Antigone: ripartire dal linguaggio

Ogni anno vengono compiute dai volontari dell’associazione visite nelle carceri italiane e raccolte centinaia di denunce e richieste da parte delle persone detenute, oltre a una costante attività di studio e ricerca. «Dobbiamo costruire una grande alleanza di tutti coloro che intendano muoversi nel solco dell’articolo 27 della Costituzione, a partire dalle Università, dalle associazioni, dal mondo delle professioni e dai sindacati – ha auspicato Gonnella –. Il carcere non va trasformato in una trincea di guerra. Chi usa toni militareschi o guerrafondai per orientare e gestire la vita carceraria commette un gravissimo atto di insubordinazione costituzionale che renderà durissima la vita degli stessi poliziotti. È necessario che a partire dal linguaggio si ridefinisca un senso comune della pena e quanto meno non si metta mai in discussione la necessità di tutelare sempre la dignità di tutte le persone private della libertà. Le parole forti di Papa Francesco per una pena mite e mai disumana, nonché il suo discorso contro i mercanti della paura, speriamo restino un monito per tutti. Non è stato ascoltato in vita. Speriamo lo sia dopo la sua morte».

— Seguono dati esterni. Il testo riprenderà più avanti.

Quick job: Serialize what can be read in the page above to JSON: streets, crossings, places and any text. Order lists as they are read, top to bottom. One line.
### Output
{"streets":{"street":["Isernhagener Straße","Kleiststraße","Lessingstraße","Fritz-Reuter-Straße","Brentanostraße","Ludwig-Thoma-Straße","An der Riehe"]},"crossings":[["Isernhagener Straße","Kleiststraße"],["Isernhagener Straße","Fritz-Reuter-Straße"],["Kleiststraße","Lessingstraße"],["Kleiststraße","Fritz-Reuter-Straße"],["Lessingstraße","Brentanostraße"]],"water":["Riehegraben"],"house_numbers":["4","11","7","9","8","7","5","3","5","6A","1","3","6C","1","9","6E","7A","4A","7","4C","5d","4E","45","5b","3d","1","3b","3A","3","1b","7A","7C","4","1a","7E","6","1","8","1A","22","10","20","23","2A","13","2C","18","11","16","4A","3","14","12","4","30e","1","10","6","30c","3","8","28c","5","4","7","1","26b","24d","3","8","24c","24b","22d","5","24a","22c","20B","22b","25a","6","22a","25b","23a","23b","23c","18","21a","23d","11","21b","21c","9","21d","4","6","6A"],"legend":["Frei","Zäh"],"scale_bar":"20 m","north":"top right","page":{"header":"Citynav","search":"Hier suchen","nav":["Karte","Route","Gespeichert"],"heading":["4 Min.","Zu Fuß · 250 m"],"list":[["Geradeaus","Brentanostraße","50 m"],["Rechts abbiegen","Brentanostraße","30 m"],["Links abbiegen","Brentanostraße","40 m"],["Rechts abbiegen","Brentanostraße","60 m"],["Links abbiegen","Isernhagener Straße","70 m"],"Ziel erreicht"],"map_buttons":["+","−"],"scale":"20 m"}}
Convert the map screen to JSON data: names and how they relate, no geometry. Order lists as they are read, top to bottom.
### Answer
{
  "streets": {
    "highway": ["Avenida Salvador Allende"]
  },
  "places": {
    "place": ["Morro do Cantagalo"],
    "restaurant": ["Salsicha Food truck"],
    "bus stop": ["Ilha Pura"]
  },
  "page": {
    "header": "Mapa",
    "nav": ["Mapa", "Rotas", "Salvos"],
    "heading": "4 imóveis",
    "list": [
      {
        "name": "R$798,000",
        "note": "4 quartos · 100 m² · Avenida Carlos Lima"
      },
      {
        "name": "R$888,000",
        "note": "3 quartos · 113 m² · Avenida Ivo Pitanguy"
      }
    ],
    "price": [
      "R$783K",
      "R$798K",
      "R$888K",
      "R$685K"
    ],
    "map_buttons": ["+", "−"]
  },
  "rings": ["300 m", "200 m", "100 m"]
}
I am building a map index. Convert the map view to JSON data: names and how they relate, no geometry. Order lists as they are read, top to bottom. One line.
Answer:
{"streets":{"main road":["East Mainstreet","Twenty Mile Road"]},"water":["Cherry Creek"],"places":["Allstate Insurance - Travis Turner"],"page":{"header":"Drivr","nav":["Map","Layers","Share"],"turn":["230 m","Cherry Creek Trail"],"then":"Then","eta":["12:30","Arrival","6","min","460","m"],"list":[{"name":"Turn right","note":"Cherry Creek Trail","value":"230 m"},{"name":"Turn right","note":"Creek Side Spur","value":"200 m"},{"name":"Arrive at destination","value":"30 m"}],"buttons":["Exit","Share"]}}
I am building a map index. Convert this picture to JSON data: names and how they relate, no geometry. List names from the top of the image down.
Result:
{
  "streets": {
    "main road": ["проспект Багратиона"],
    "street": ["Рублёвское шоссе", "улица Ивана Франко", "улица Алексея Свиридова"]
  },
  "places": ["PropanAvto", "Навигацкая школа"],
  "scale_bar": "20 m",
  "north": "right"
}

Affollamento al 133%. A Reagina Coeli i tentativi di suicidio aumentano del 9%

Oltre alla piaga dei suicidi – 124 tra 2024 e 2025 secondo i dati Antigone –, degli atti di autolesionismo e del sovraffollamento (al 30 aprile 2025 i detenuti in Italia erano 62.445, a fronte di una capienza regolamentare di 51.280 posti, ma considerando gli oltre 4mila posti non disponibili il tasso reale di affollamento è del 133%, con circa 16 mila persone che non hanno un posto regolamentare), il Rapporto evidenzia che ben «il 20% dei detenuti fa uso antidepressivi antipsicotici e stabilizzanti dell’umore, psicofarmaci che spesso si abbinano a isolamenti disciplinari o con la creazione di sezioni formalizzate, anche se meno del 15% delle persone detenute hanno diagnosi psichiatriche», ha evidenziato Alessio Scandurra, coordinatore dell’Osservatorio di Antigone. «Tutti i detenuti ritenuti problematici, che presentavano difficoltà di permanenza nelle sezioni ordinarie e hanno problemi psichici, sono stati trasferiti nella sezione di isolamento a Frosinone», ha osservato Rachele Stroppa, che ha riferito «l’aumento di circa il 9% dei tentativi di suicidio alla Casa circondariale di Roma Regina Coeli: il sovraffollamento incide sugli eventi critici».

Antigone
Secondo i dati Antigone, al 30 aprile 2025 i detenuti in Italia erano 62.445, a fronte di una capienza regolamentare di 51.280 posti e un tasso reale di affollamento del 133%.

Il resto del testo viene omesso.